======== SUPPLIED RECORDS ========

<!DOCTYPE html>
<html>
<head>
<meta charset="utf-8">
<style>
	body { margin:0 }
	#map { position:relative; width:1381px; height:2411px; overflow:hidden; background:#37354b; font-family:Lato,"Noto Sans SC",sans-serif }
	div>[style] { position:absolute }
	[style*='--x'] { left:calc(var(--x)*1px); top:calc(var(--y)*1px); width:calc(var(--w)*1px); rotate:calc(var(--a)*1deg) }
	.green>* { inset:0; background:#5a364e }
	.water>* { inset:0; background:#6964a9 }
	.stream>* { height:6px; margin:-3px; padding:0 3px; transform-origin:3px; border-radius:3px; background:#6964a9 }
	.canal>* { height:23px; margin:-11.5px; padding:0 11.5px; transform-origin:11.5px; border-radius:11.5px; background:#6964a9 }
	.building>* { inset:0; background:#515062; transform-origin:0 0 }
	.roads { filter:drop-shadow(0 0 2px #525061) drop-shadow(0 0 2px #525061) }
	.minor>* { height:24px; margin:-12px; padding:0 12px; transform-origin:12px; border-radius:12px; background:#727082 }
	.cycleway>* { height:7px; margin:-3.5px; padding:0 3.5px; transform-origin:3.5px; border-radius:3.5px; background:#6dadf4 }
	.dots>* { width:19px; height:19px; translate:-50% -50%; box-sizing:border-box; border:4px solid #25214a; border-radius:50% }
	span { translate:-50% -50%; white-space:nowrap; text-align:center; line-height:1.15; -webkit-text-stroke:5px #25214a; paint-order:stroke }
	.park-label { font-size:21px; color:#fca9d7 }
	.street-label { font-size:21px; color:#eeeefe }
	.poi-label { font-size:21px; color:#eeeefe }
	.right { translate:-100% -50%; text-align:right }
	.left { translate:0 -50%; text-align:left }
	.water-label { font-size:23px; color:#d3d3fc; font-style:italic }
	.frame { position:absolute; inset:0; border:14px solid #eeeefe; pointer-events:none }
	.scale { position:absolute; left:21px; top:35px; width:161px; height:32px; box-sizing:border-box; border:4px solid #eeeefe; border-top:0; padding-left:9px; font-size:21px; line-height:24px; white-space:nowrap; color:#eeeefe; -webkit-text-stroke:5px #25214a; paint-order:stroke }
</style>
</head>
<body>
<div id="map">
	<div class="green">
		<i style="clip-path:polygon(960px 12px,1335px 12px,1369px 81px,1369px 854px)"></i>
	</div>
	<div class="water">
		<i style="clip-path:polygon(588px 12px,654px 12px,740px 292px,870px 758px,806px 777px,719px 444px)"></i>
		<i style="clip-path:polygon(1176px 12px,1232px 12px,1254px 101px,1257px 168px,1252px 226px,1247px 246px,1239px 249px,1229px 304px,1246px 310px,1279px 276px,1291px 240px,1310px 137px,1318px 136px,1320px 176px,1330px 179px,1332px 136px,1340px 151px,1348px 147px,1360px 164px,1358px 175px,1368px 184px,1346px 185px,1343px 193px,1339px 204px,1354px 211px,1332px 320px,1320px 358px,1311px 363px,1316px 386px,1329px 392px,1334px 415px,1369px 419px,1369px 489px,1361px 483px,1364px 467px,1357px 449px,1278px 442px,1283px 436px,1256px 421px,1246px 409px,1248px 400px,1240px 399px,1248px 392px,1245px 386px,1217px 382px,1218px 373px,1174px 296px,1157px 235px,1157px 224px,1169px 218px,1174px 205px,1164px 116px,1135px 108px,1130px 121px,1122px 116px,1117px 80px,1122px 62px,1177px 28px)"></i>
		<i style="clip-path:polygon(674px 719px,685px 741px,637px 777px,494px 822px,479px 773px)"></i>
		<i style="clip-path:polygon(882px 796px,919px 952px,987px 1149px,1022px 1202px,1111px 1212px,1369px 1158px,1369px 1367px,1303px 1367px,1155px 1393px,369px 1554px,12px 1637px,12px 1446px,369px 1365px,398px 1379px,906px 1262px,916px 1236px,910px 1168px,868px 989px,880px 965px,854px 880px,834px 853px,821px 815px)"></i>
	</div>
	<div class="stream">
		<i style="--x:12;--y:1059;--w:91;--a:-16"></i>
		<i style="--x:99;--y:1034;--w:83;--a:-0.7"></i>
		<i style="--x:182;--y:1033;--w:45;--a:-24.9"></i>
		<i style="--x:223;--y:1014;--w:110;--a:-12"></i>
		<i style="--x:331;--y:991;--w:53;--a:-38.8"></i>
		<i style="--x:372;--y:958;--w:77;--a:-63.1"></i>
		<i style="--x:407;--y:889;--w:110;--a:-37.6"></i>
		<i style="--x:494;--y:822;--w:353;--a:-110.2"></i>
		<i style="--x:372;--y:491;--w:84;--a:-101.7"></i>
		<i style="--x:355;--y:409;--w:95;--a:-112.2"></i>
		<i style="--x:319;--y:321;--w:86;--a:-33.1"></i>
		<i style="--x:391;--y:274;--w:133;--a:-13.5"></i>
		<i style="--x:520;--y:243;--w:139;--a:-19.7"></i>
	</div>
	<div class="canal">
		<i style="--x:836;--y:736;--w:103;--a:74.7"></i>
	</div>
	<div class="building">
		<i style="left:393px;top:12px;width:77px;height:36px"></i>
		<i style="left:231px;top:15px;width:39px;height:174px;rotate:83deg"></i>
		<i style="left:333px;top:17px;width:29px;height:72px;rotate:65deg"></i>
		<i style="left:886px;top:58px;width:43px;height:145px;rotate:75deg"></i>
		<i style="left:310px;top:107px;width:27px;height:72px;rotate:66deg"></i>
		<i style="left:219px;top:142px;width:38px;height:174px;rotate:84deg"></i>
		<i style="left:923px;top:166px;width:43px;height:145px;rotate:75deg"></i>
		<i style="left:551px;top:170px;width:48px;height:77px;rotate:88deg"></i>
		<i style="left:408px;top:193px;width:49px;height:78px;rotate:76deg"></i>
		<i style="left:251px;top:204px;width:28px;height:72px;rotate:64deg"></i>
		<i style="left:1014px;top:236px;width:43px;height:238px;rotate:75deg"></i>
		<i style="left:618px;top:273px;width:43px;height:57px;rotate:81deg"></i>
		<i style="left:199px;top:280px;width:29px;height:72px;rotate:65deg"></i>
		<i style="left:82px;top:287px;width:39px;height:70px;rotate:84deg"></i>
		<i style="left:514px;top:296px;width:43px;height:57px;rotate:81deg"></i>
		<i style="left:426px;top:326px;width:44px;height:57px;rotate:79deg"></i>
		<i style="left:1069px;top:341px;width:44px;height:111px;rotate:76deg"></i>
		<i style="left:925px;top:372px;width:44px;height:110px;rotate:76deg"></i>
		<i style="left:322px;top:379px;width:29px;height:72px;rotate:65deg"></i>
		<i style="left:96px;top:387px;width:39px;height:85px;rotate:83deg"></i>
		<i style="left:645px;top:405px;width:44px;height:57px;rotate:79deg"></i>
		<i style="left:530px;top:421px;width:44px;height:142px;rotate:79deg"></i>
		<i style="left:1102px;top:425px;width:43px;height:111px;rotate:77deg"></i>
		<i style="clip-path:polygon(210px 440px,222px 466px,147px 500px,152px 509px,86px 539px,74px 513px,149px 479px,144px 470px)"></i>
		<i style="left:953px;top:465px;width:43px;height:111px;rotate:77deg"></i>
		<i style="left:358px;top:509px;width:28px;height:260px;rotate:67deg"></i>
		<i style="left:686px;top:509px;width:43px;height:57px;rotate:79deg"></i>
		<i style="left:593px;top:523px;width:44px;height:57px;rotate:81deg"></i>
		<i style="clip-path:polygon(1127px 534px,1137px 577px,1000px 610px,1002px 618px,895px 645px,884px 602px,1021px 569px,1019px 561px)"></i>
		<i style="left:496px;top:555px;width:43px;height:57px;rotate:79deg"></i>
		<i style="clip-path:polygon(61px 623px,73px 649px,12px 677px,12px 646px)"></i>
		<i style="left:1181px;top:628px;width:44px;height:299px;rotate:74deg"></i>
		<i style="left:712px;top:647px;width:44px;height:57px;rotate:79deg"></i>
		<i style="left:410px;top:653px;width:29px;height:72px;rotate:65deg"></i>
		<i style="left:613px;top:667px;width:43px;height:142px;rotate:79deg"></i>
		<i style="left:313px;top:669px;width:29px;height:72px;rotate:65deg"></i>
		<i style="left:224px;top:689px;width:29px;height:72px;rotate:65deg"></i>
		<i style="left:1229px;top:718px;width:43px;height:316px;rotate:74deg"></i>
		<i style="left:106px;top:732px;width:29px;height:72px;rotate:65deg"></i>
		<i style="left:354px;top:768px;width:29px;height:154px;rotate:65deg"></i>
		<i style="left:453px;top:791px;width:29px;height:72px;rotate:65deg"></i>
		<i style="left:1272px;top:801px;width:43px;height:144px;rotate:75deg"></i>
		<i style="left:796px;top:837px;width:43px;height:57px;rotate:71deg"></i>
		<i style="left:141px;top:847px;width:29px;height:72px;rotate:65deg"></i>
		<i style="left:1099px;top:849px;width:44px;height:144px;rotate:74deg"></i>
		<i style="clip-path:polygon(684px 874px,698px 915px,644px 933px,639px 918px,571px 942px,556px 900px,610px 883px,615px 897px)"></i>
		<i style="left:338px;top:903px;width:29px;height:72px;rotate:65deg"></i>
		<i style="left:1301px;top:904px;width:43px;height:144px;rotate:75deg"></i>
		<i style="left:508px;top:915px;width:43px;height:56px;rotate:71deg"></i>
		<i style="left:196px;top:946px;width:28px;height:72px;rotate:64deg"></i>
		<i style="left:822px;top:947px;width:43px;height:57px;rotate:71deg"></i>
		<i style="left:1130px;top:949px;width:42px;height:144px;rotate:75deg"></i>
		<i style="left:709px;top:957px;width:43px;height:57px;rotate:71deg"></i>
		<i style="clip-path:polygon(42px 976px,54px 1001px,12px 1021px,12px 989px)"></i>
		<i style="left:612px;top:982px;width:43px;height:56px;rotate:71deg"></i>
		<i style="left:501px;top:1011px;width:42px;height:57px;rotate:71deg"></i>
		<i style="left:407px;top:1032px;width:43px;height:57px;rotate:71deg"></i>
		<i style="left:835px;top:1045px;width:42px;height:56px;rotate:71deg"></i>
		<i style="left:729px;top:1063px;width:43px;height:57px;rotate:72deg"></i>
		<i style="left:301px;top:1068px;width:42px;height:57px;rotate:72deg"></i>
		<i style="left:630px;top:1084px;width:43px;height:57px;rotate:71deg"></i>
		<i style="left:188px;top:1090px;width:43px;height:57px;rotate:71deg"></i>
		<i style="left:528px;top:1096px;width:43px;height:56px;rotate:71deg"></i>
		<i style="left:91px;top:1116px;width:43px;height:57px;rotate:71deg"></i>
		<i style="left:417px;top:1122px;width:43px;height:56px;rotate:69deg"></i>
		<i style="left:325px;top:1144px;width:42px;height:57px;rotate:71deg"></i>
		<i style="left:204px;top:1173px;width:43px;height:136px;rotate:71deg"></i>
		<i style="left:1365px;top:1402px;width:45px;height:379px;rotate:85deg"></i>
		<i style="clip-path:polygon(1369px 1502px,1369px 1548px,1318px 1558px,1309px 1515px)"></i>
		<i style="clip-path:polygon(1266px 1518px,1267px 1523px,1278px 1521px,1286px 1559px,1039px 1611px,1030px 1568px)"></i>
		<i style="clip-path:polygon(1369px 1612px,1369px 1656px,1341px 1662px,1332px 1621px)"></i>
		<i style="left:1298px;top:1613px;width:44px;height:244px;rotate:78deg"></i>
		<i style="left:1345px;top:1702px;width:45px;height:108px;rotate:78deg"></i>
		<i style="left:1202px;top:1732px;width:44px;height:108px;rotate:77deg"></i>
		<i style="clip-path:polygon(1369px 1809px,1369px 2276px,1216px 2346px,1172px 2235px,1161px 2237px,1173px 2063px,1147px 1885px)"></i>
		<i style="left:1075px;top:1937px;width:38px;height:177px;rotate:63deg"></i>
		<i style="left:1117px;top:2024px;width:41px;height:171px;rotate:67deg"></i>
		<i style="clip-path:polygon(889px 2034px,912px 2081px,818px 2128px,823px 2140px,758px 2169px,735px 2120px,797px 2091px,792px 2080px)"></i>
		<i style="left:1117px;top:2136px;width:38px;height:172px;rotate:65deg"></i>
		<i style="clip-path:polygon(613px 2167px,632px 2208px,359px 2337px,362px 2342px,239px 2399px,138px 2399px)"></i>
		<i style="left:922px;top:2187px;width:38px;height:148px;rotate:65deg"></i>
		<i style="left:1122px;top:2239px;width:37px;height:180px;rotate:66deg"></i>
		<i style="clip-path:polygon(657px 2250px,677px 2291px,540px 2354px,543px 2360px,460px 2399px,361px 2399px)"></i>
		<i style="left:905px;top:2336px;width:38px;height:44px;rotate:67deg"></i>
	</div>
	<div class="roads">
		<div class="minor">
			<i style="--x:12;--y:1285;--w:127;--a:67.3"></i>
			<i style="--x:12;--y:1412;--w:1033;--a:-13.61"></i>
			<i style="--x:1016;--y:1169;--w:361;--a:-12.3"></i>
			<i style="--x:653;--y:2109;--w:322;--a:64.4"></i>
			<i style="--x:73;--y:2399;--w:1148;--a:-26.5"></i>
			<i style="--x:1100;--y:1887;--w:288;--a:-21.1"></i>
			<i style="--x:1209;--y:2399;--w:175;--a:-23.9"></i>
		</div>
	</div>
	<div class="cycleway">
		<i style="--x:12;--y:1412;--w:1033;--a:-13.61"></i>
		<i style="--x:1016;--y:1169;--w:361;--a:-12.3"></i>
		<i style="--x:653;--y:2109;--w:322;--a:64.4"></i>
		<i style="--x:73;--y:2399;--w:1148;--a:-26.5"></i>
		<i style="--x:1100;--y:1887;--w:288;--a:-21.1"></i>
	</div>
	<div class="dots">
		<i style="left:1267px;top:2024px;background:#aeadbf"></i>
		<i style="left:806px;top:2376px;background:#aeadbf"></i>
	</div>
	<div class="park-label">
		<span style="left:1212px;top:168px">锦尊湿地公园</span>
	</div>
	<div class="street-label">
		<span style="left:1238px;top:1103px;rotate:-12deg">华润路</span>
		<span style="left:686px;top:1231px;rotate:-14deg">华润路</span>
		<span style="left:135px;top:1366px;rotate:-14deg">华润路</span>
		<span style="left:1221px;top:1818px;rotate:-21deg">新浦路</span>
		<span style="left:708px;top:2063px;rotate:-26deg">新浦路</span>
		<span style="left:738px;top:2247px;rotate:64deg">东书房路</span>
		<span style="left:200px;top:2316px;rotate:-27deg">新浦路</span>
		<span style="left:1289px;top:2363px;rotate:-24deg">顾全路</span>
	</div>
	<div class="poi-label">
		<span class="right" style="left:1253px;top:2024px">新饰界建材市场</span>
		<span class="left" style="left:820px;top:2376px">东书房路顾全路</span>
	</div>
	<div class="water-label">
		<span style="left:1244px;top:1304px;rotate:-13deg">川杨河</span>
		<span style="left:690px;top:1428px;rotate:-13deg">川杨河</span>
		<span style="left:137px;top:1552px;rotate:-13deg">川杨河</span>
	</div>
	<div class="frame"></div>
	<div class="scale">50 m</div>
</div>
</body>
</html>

========

▶ PROBLEM STATEMENT: Based on the material above, how many lines contain the string "stream"? State the number alone.

▶ THE ANSWER: 2